EXERCISE OBJECTIVE: Please return every line in the following data that includes the string "strokeStyle".

(Extracted data entries)
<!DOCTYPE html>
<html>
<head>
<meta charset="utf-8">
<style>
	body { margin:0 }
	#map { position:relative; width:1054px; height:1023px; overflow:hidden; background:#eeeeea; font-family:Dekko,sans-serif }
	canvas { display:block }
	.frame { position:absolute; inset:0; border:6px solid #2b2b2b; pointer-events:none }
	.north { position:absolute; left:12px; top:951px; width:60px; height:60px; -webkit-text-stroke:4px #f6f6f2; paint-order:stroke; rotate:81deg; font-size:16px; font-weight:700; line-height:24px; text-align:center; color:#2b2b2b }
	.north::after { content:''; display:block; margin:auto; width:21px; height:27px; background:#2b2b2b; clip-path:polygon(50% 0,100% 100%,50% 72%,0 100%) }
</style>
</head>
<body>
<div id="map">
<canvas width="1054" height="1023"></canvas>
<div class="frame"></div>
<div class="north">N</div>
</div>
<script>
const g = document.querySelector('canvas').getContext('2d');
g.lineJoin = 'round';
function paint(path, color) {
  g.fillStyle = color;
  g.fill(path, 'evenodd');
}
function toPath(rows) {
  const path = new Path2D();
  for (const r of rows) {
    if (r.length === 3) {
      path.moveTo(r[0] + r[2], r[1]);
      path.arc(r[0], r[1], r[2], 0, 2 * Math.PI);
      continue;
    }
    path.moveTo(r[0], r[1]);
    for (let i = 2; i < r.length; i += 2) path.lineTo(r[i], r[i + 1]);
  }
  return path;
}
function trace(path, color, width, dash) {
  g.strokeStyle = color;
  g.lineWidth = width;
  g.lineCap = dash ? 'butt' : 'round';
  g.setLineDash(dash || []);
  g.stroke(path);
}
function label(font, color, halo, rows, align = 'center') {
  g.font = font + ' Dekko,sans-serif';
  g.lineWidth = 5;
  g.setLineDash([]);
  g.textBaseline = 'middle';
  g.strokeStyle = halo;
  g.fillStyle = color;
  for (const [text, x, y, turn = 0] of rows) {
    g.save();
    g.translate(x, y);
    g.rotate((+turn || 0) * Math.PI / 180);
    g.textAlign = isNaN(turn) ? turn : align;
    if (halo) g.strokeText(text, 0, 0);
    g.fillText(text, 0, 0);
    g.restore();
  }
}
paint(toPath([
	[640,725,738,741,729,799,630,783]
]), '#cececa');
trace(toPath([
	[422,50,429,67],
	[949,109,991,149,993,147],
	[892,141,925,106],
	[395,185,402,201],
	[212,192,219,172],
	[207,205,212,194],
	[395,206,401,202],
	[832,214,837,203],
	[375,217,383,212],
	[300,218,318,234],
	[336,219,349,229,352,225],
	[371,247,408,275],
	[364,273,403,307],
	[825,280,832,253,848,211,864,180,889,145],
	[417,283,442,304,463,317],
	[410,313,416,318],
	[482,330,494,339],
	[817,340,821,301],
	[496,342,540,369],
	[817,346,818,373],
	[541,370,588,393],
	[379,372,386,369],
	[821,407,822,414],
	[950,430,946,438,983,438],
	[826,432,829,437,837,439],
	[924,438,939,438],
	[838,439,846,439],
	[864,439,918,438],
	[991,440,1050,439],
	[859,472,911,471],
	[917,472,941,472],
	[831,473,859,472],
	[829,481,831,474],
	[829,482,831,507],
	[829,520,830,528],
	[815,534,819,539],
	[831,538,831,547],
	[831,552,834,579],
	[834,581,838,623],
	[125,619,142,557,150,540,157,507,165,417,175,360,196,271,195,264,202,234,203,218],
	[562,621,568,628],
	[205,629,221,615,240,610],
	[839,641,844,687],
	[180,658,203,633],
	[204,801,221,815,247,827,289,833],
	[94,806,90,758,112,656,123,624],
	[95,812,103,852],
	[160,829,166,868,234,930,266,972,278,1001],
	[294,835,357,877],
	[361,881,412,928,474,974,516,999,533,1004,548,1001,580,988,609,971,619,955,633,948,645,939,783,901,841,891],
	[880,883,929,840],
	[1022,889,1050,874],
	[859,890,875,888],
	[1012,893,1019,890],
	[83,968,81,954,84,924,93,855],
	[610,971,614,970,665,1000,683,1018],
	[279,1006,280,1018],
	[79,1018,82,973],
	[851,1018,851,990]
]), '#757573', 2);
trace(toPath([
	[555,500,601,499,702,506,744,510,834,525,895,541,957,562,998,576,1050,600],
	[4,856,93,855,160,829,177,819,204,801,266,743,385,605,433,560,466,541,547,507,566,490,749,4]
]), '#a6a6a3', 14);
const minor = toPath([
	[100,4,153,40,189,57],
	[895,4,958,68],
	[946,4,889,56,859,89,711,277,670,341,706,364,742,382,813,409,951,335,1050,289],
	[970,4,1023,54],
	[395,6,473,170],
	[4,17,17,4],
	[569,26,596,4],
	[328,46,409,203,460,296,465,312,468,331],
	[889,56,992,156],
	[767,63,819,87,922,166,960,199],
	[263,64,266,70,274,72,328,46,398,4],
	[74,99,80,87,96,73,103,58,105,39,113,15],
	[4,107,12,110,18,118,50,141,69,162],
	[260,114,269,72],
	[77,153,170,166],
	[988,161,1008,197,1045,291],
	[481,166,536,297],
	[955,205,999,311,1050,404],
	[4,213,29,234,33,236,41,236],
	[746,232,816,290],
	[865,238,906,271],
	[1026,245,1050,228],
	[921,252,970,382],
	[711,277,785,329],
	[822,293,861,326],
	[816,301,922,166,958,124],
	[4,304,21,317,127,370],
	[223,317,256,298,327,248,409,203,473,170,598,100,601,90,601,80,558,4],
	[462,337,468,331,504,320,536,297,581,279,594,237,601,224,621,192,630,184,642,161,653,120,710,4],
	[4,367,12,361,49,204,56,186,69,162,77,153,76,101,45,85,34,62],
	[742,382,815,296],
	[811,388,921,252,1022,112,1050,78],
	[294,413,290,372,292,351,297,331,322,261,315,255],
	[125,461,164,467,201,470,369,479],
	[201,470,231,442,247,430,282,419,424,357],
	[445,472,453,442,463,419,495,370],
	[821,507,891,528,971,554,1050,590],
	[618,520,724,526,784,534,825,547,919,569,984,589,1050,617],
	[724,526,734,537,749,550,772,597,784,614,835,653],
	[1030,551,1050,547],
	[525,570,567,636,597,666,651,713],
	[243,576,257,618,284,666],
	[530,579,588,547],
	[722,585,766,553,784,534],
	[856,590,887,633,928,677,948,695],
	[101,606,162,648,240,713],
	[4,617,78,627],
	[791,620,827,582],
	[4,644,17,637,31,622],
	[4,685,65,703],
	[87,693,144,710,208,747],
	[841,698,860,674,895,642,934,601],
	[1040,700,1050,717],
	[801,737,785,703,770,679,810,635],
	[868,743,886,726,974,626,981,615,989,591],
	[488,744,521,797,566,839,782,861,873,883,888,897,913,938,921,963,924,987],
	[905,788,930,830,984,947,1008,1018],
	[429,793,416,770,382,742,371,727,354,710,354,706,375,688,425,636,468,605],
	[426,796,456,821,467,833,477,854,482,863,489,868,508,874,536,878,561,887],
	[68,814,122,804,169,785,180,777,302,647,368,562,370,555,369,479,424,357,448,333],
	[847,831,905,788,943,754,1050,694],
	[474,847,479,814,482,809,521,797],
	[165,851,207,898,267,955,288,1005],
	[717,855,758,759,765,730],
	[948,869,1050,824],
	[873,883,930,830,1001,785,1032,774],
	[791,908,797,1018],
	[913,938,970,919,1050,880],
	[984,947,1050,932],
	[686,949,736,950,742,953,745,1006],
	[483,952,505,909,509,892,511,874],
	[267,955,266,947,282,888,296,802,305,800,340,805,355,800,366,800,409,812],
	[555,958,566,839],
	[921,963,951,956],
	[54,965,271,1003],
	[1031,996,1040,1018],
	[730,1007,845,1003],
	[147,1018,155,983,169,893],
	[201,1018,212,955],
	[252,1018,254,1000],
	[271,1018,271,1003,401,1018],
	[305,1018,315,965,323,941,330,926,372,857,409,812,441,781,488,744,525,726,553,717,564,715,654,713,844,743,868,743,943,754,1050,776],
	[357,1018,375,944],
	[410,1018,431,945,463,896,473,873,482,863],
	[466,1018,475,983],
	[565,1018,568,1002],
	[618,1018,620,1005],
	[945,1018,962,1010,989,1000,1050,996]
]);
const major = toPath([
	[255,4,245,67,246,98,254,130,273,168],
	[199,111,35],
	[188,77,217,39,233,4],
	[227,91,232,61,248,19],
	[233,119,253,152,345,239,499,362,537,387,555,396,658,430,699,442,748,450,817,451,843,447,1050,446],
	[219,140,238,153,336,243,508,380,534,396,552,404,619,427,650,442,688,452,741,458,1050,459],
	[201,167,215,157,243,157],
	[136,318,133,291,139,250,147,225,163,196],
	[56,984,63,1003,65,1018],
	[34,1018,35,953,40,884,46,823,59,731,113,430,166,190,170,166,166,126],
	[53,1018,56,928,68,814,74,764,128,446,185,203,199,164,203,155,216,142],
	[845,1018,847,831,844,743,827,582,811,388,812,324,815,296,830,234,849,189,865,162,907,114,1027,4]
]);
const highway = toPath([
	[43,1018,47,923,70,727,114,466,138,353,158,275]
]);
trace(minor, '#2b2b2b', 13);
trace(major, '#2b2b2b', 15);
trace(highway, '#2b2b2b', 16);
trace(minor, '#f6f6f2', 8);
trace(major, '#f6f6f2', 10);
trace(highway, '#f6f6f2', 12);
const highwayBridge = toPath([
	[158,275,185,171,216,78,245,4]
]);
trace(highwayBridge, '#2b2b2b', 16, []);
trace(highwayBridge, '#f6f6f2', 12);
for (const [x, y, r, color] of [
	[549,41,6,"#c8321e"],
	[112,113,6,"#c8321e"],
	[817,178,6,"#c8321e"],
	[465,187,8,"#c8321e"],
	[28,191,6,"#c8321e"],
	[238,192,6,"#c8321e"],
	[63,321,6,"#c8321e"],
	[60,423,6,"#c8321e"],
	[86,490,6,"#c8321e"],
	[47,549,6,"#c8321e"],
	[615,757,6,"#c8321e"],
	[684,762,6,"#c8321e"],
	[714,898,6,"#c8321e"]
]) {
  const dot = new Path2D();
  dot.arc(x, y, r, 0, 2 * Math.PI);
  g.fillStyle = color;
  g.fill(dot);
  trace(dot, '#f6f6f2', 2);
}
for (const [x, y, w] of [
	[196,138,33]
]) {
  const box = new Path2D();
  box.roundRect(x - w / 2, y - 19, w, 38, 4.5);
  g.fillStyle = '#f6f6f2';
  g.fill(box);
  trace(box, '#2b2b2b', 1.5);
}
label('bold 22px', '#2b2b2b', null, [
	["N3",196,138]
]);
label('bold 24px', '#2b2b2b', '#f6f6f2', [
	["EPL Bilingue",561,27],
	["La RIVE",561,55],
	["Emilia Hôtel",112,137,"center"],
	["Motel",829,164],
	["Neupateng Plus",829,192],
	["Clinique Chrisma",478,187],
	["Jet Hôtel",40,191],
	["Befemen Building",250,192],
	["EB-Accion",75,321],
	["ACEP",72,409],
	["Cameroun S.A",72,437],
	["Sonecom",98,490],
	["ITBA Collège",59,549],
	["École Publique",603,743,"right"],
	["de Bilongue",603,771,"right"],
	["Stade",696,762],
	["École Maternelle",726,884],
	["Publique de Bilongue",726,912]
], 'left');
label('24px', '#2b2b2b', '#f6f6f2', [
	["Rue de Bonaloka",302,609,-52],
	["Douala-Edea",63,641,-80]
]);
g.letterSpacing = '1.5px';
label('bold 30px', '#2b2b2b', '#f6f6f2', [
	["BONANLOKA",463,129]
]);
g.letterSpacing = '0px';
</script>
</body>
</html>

SOLUTION FOR THIS TASK:
  g.strokeStyle = color;
  g.strokeStyle = halo;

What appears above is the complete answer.